Finished Project: Early 1920’s Combinations.

At first I wasn’t sure if it would be done by the Historical Sew Fortnightly deadline, but I made it!  The finishing touches were done last night.

If you missed the prior post, with more details on the process, you can find it here.IMG_0830 IMG_0831 IMG_0832 IMG_0833 IMG_0834 IMG_0835

The Challenge: Historical Sew Fortnightly “Pink” Challenge

Fabric: Vintage silk crepe

Pattern: Butterick 3201

Year: 1921

Notions: Vintage lace edging and insertion, vintage “imitation silk” embroidery threads, silk ribbons for embroidery, pearlized off white beads, hook and eye tape, and a few little ombre ribbon flowers.

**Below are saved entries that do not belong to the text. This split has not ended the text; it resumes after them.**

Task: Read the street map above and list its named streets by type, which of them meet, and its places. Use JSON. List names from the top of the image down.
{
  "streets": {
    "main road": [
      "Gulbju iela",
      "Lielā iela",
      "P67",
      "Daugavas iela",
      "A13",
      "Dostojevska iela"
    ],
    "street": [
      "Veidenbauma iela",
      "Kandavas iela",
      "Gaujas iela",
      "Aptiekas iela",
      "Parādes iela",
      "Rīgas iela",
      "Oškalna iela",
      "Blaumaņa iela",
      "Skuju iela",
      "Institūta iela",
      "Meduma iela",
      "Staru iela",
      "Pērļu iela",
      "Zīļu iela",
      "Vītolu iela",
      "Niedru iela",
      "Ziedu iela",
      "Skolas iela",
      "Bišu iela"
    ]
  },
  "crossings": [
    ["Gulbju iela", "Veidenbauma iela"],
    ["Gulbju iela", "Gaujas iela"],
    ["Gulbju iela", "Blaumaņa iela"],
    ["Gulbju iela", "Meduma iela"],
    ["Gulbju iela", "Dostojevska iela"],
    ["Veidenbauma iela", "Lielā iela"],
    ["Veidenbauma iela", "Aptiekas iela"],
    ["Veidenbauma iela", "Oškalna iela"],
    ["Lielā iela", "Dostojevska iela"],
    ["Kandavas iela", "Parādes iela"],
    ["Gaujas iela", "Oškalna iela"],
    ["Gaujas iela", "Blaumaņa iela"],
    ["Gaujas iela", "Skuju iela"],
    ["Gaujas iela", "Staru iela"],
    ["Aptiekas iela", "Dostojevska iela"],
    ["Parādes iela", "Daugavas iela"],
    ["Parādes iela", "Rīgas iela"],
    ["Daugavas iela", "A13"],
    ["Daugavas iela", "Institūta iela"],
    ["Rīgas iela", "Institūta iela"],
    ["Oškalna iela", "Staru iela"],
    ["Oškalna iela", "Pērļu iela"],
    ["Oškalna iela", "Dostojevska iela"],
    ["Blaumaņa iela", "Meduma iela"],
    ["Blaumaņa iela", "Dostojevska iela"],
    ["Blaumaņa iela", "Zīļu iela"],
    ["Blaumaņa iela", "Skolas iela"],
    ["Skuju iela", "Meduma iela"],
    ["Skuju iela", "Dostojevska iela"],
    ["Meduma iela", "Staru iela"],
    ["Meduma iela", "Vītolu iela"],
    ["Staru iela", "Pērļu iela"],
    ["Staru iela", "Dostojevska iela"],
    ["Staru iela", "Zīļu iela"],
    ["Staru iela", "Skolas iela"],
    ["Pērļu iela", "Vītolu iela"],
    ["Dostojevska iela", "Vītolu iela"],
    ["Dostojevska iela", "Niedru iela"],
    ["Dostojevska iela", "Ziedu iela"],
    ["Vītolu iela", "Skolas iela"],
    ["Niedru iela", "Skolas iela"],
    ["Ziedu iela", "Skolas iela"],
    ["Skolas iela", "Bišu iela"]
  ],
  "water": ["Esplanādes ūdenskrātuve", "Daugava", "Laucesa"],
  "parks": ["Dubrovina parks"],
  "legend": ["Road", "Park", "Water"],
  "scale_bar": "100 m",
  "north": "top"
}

How historically accurate is it?  Very.  I used all period correct techniques, including french seams and insertion methods.  The modern things would be of polyester, including the ombre ribbon flowers used at the sides and the straps, polyester thread, and the hook and eye tape is most likely polyester, with the hooks and eyes having some sort of white plastic coating.  Otherwise, it’s all authentic, with period correct techniques and materials.

Hours to complete:  A lot.  I spent a good amount of time on embellishment.  Otherwise it would have gone together quickly.

First worn:  Not yet!

Total cost: I’m not sure.  The fabric was bought at an estate sale a long while ago, and I don’t remember the cost, but it was probably $5-$10.  The lace and trims probably total somewhere around $5.  I don’t remember the cost of the pattern.  So we’ll say, probably $30 or so.

It hangs a little funny on my dress form, because she is not biforcated. ;)

I’m pretty proud of this one!  I spent time of doing French seams and embellishment.  I think it looks pretty close to some of the period ones I have seen, and, because of the fabric, even feels like a real one!  Yay!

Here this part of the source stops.